Oxford University’s Global Health Network is offering just that. Using techniques normally found on internet dating services, they have created a tool known as SiteFinder to help scientists working in global health find other research groups to collaborate with.

At the moment, major researchers tend to gravitate towards a few well-known centers in the developing world – in South Africa, for instance, or Kenya – while those in low-income countries have difficulty making themselves known to international or even local collaborators.

“What’s tended to happen is that teams like the Gates Foundation’s product-development partnerships stick with the sites they know, and go back to the same sites again and again,” Trudie Lang, the director of the Global Health Network, and the driving for behind the SiteFinder initiative, told IRIN. “But we would like to see greater equity in research, with wider access to these collaborations, and this would empower more people to have the confidence to take part in research.”

Lang herself worked on malaria at a number of sites in East Africa. “And what I saw was that there would be incredible investment and interest for a period of time, and we would build up a trained group of doctors, nurses, lab technicians and community health workers. Then it ends, and everything stops.

“These sites can, and should, and want to do more. We would like to see them branch out into other fields because malaria, for instance, is not the only health problem in their communities.”

Finding new partners

SiteFinder’s first match occurred after a Nigerian doctor put out a request for sites to collaborate on her research on stroke outcomes across Africa. Responses started pouring in as soon the request was posted; she got the eight partners she was looking for in just 36 hours.

Patrick Ansah works at Navrongo Health Research Center in the far north of Ghana. In February, Navrongo was one of the first research centers put forward for inclusion on SiteFinder. “In Africa,” Ansah said, “funding for research is problematical. It’s not one of our priorities. So collaboration with outside institutions provides money for research and builds the capacity of our institution.”

The Navrongo center has conducted an impressive series of research projects since it opened in 1988. It did early work on vitamin A supplementation, and ran clinical trials on malaria drugs and potential malaria, meningitis and rota-virus vaccines. But for the moment, new collaborative projects are scarce.

Though Ansah has not yet been approached for collaborations through SiteFinder, he is hopeful new partnerships will emerge. “I think it is a good idea,” he said. “With the economic downturn, research funding has dried up, and it’s hard to get grants. But this could link us with different groups, groups we have had no contact with so far.”

“Studies seeking sites”

SiteFinder is laid out in a style similar to dating websites, but instead of “men seeking women” or vice verse, it has sections for “studies seeking sites” and for the potential research centers they might collaborate with.
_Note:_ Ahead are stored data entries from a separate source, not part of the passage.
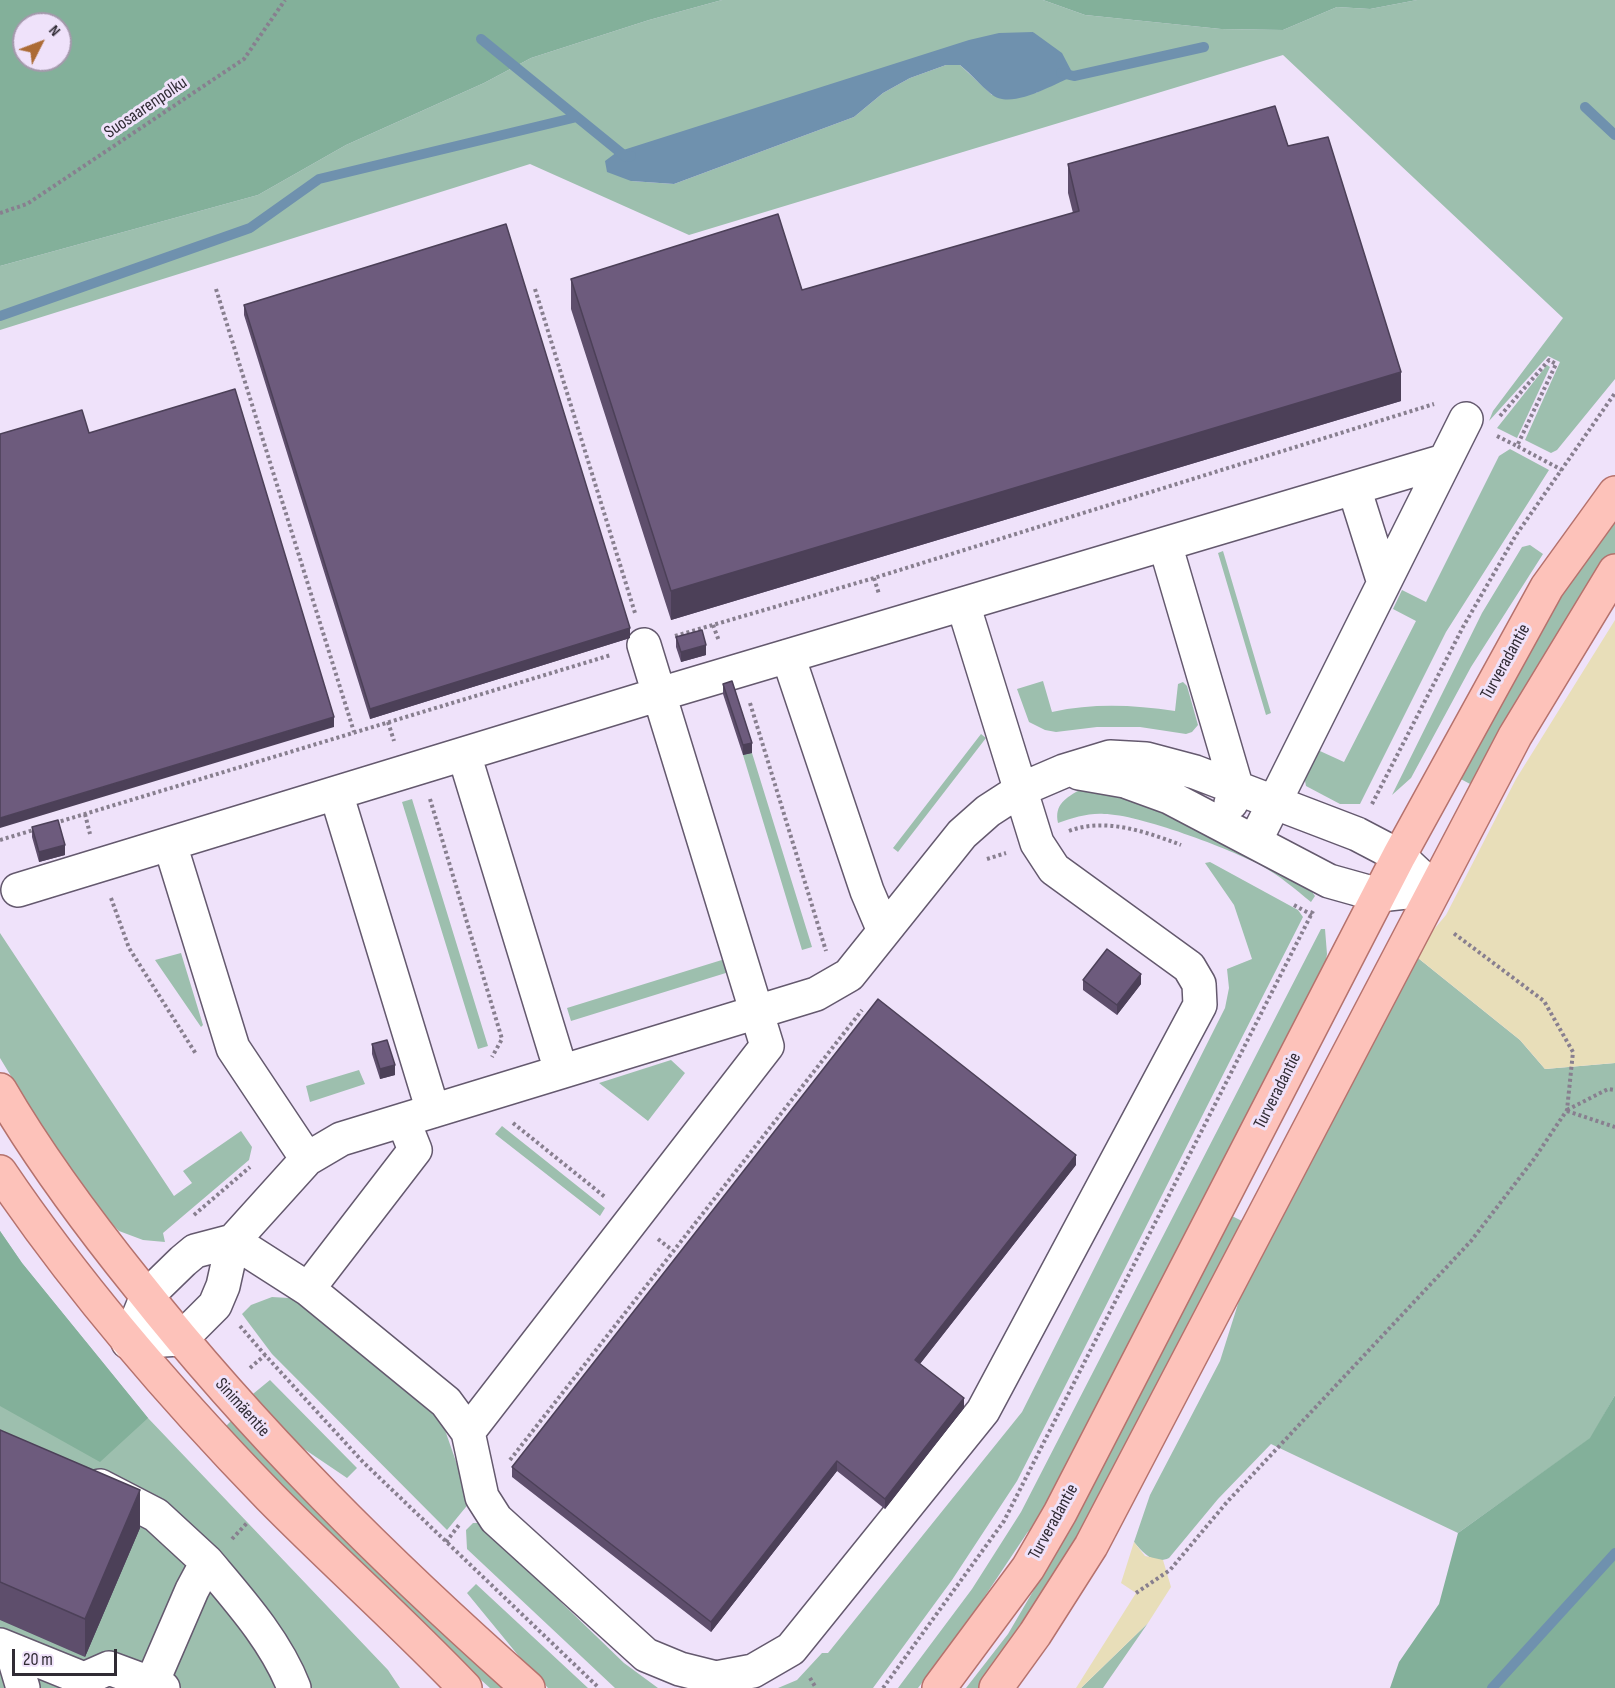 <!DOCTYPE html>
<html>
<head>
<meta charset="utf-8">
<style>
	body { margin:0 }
	#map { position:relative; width:1615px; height:1688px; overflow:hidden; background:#efe2fa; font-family:"Sofia Sans Condensed",sans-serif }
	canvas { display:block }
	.north { position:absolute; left:12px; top:12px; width:60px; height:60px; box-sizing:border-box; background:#efe2fa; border:2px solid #a399ab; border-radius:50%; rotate:48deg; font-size:16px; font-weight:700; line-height:24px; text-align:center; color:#302b34 }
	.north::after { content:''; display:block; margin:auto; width:21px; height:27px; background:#ac6b35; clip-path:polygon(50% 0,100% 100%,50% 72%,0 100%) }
	.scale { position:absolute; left:12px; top:1649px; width:105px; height:27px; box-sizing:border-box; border:3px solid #302b34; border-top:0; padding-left:8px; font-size:18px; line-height:21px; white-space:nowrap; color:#302b34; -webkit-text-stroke:4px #efe2fa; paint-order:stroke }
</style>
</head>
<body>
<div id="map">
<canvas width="1615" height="1688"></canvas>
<div class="north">N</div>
<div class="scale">20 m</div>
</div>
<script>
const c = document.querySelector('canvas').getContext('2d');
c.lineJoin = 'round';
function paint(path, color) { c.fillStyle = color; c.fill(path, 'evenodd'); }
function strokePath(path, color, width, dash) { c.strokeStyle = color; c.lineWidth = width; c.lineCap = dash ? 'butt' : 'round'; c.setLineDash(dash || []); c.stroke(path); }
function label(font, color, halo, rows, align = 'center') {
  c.font = font + ' "Sofia Sans Condensed",sans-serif'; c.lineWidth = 6; c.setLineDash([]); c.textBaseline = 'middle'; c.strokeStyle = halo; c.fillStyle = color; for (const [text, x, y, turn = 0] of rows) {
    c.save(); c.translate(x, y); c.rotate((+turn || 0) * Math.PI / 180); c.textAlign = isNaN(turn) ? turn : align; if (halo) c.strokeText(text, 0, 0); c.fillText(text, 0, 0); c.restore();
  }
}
const green = new Path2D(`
	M 722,0 L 1043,0 L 1085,15 L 1221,29 L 1283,30 L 1337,7 L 1370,9 L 1417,0 L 1615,0 L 1615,379 L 1557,450 L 1551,453 L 1525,440 L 1560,362 L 1548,356 L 1489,421 L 1493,411 L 1563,318 L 1283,55 L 689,235 L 530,164 L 0,330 L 0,266 L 258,195 L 346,145 L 484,83 L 531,58 L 649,20 ZM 1033,32 L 1049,86 L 1036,93 L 992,95 L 960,65 L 946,65 L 910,78 L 883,93 L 854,117 L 674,184 L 631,181 Z
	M 1547,365 L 1550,367 L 1517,438 L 1497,428 Z
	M 1510,449 L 1549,470 L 1446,632 L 1360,804 L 1340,804 L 1306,786 L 1302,765 L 1309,746 L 1344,762 L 1416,621 L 1393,609 L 1402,590 L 1426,602 L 1499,456 Z
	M 1615,515 L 1615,554 L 1472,785 L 1455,776 L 1565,588 Z
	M 1530,545 L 1543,554 L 1471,667 L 1411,778 L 1392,795 L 1482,613 L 1522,547 Z
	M 1223,551 L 1271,713 L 1266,715 L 1218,553 Z
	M 1043,681 L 1052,712 C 1094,703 1133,705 1175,711 L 1178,684 L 1183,682 L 1187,686 L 1198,725 L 1192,732 L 1186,734 L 1140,727 L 1097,727 L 1056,732 L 1045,730 L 1029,722 L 1017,689 Z
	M 981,734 L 986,738 L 898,852 L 893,848 Z
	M 752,753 L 812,947 L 802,950 L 743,755 Z
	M 1081,789 L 1102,789 L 1193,824 L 1310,889 L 1315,896 L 1311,902 C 1295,889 1280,876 1262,866 C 1231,849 1138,814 1104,814 C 1088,813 1073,818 1058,823 C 1054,804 1066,798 1081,789 Z
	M 412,799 L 488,1046 L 478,1049 L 402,802 Z
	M 1210,862 L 1298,910 L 1303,917 L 1017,1481 L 952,1580 L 873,1688 L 778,1688 L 797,1680 L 822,1653 L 828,1653 L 1022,1412 L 1225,1008 L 1229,988 L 1227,969 L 1252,959 L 1234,905 L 1205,863 Z
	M 1321,929 L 1325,929 L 1327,954 L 1324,971 L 1045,1514 L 1027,1533 L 961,1632 L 918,1688 L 898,1688 L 972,1589 L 1021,1512 Z
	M 0,933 L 174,1196 L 192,1183 L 183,1171 L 241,1131 L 252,1147 L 249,1160 L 163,1233 L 165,1242 L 143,1240 L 119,1231 L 99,1211 L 51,1142 L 0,1058 Z
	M 181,953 L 203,1025 L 201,1027 L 155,960 Z
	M 1413,954 L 1520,1040 L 1545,1069 L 1615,1063 L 1615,1395 L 1591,1438 L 1458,1533 L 1271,1444 L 1218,1499 L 1169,1558 C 1154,1565 1143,1553 1134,1542 L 1150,1495 L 1220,1361 L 1243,1288 Z
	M 725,959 L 729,972 L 571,1021 L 567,1008 Z
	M 671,1060 L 685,1073 L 648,1121 L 599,1083 Z
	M 359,1070 L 365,1084 L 310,1102 L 306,1086 Z
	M 502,1126 L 605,1208 L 600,1216 L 495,1134 Z
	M 1228,1214 L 1246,1223 L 1085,1539 L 987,1688 L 966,1688 L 1008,1634 L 1073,1523 Z
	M 0,1231 L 22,1263 L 148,1418 L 388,1670 L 400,1688 L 0,1688 Z
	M 272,1297 L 289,1298 L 303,1304 L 430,1405 L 445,1430 L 470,1502 L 447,1530 L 272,1354 L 242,1314 L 251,1305 Z
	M 270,1380 L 357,1468 L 347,1478 L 282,1434 L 248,1398 Z
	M 233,1419 L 509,1688 L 490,1688 L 408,1615 L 224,1428 Z
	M 473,1523 L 479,1523 L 624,1663 L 658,1688 L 615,1688 L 467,1549 L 466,1530 Z
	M 476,1584 L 588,1688 L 548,1688 L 522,1660 L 467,1593 Z
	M 1148,1623 L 1103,1688 L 1081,1688 Z`);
const forest = new Path2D(`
	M 0,0 L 722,0 L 649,20 L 531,58 L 484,83 L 346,145 L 258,195 L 0,266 ZM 24,24 L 60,24 L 60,60 L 24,60 Z
	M 1043,0 L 1417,0 L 1370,9 L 1337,7 L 1283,30 L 1221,29 L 1085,15 Z
	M 0,1231 L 22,1263 L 148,1418 L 100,1462 L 0,1406 Z
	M 1615,1395 L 1615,1688 L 1390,1688 L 1399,1662 L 1439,1604 L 1458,1533 L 1590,1438 Z`);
const sand = new Path2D(`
	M 1615,620 L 1615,1063 L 1545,1069 L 1520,1040 L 1413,954 L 1446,915 L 1516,779 Z
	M 1134,1542 L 1145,1556 L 1163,1560 L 1171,1587 L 1148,1623 L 1081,1688 L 1076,1688 L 1136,1593 L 1121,1583 Z`);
const water = new Path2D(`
	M 1033,32 L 1062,53 L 1074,76 C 1053,84 1011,111 991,94 C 980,85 971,74 960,65 L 946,65 L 910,78 L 883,93 L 854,117 L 674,184 L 631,181 L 607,172 L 605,161 L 617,152 L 969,40 L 999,33 Z`);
const stream = new Path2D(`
	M 481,39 L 626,157 L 631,156
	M 1061,73 L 1074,76 L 1204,47
	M 1585,107 L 1615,135
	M 0,316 L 250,228 L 319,179 L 577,117
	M 1492,1688 L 1615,1553`);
const path = new Path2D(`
	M 0,213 L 27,204 L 244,59 L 285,0
	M 216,289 L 354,732
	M 535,289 L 635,613
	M 1500,416 L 1549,360 L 1556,364 L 1517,446 L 1562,470
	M 1497,436 L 1517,446
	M 874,578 L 879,594
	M 713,625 L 719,641
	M 675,636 L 874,578 L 1434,404
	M 750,703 L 826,951
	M 388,722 L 394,741
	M 430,799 L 502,1039 L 492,1057
	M 1372,804 L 1463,627 L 1516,535 L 1615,393
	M 85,814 L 90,834
	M 55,823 L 611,655
	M 1069,831 C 1105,817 1147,832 1181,845
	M 0,840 L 37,829
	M 987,859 L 1006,853
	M 111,898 L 129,948 L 196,1054
	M 1294,905 L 1312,915
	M 1567,1110 L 1608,1089 L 1615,1090
	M 1567,1111 L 1615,1127
	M 513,1123 L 605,1197
	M 194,1215 L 250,1167
	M 658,1239 L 672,1250
	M 240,1326 L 265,1355
	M 250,1368 L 265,1355 L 363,1462 L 599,1688
	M 510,1460 L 862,1010
	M 232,1539 L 247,1523
	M 446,1542 L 459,1525
	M 1136,1593 L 1170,1570 L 1227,1502 L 1471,1241 L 1534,1159 L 1567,1110 L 1573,1052 L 1544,1001 L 1452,932
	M 810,1678 L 816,1688
	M 883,1688 L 1004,1521 L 1313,911`);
const minor = new Path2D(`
	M 1354,488 L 1384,583
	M 1165,544 L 1237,789 L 1231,803
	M 963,604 L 1037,843 L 1054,869 L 1189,967 L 1199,984 L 1200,1005 L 983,1411 L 791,1649 L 753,1671 L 716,1678 L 680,1669 L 646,1655 L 496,1519 L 482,1497 L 468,1432 L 446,1402 L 308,1289 L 233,1241 L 195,1251 L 183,1261 L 147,1296 L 128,1342 L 181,1339 L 215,1305 L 223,1286 L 233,1241 L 307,1159 L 341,1139 L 816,994 L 849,975 L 962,834 L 988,811 L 1022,789 L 1064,771 L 1110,757 L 1146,759 L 1195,772 L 1357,834 L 1399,856 L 1434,889
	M 788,656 L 867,891 L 884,931
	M 464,754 L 561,1071
	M 1079,773 L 1125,781 L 1169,797 L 1329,881 L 1379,895 L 1434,889
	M 336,793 L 433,1111
	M 1255,841 L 1466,419
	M 170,844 L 233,1048 L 307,1159
	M 18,890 L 660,694 L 1444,461
	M 308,1289 L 415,1150 L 403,1120
	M 468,1432 L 767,1046 L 644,645
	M 100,1486 L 156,1515 L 207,1562
	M 0,1645 L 84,1679 L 109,1668 L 163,1688
	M 12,1651 L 23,1688
	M 154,1678 L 192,1590 L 207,1562 C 239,1600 276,1641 294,1688`);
const major = new Path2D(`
	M 0,1090 C 40,1159 88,1223 138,1285 C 255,1433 388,1564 528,1688
	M 0,1172 C 79,1289 172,1396 270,1497 C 334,1562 402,1622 465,1688
	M 939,1688 L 1028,1568 L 1060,1513 L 1399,856 L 1547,587 L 1615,493
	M 996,1688 L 1035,1634 L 1091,1546 L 1515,736 L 1615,571`);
const wall = new Path2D(`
	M 1288,146 L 1401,401 L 671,620 L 571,309 L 571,279 L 802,290 L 1073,213 L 1068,193 L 1068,164 Z
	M 244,305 L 630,638 L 370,719 L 244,315 Z
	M 676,637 L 706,655 L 681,662 L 676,647 Z
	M 723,684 L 752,753 L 743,755 L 723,694 Z
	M 32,827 L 65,855 L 39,862 L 32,837 Z
	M 1083,980 L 1141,984 L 1117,1015 L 1083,990 Z
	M 372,1044 L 395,1075 L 380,1079 L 372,1054 Z
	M 1076,1165 L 920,1364 L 964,1408 L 885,1509 L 837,1471 L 711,1632 L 512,1477 L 512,1467 Z
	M 0,1430 L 140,1528 L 85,1657 L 0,1620 Z`);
const shadedWall = new Path2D(`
	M 1401,372 L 1401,401 L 671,620 L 671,591 Z
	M 630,628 L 630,638 L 370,719 L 370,709 Z
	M 706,645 L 706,655 L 681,662 L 681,652 Z
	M 334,717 L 334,727 L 0,828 L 0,818 Z
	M 752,743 L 752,753 L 743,755 L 743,745 Z
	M 65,845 L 65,855 L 39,862 L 39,852 Z
	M 1141,974 L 1141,984 L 1117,1015 L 1117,1005 Z
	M 395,1065 L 395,1075 L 380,1079 L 380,1069 Z
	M 1076,1155 L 1076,1165 L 915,1370 L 915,1360 Z
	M 964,1398 L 964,1408 L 885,1509 L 885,1499 Z
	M 837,1461 L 837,1471 L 711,1632 L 711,1622 Z
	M 140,1490 L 140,1528 L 85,1657 L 85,1619 Z`);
const building = new Path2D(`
	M 1275,106 L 1288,146 L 1328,137 L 1401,372 L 671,591 L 571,279 L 778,214 L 802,290 L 1079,211 L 1068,164 Z
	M 506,224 L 630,628 L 370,709 L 244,305 Z
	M 235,389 L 334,717 L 0,818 L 0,434 L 82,410 L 89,433 Z
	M 702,630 L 706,645 L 681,652 L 676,637 Z
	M 732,681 L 752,743 L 743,745 L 723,684 Z
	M 58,820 L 65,845 L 39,852 L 32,827 Z
	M 1107,949 L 1141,974 L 1117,1005 L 1083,980 Z
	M 878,999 L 1076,1155 L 915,1360 L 964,1398 L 885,1499 L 837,1461 L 711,1622 L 512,1467 Z
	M 387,1040 L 395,1065 L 380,1069 L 372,1044 Z
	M 0,1430 L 140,1490 L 85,1619 L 0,1582 Z`);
const streetNames = [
	["Suosaarenpolku",146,108,-34],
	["Turveradantie",1506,662,-61],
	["Turveradantie",1278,1091,-63],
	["Sinimäentie",242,1408,48],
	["Turveradantie",1054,1522,-61]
];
paint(green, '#9dbfae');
paint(forest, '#83b09a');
paint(sand, '#e8deb9');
paint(water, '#6f91ae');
strokePath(stream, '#6f91ae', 10);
strokePath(minor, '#64596e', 36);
strokePath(major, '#b5726d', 36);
strokePath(path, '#887f8f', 4, [3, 3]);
strokePath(minor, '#fff', 33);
strokePath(major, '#fdc2ba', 33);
paint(wall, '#5e4e6c');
paint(shadedWall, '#4c4058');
paint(building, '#6d5b7d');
strokePath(building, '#4c4058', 1.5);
label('18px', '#302b34', '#efe2fa', streetNames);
</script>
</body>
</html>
The database can be searched by disease type, facility type (such as laboratories or outpatient clinics) or region.

So far, 60 sites have joined, ranging from large, internationally known centers like the Medical Research Council in the Gambia, to small facilities like the Bengoz Maternity Home in Lagos, which has only two staff people.

The system has great potential to speed up work on emerging pathogens like the Middle East Respiratory Syndrome (MERS), which has caused an alarming outbreak in Saudi Arabia. It is normally difficult to conduct research during outbreaks because assembling teams in different locations is very time-consuming. But with tools like SiteFinder, collaborative networks could be set up quickly.


The people behind SiteFinder say they have tried to keep it as inclusive as possible, open to various kinds of facilities, academic departments, not-for-profit partnerships and – most controversially – commercial pharmaceutical companies. Lang says you have to respect the right of partners in developing countries to decide which projects are right for them.

“I don’t think the Constant Gardener scenario is so likely to happen these days, where populations are used for research on drugs which will be of no relevance to them. And drug companies bring research to a country – training and investment,” she said. “I think it would be simplistic and patronizing to say we will only deal with not-for-profits. It’s the commercial companies which bring money in. We at Oxford University benefit from that money, and research centers elsewhere should have the same opportunity.”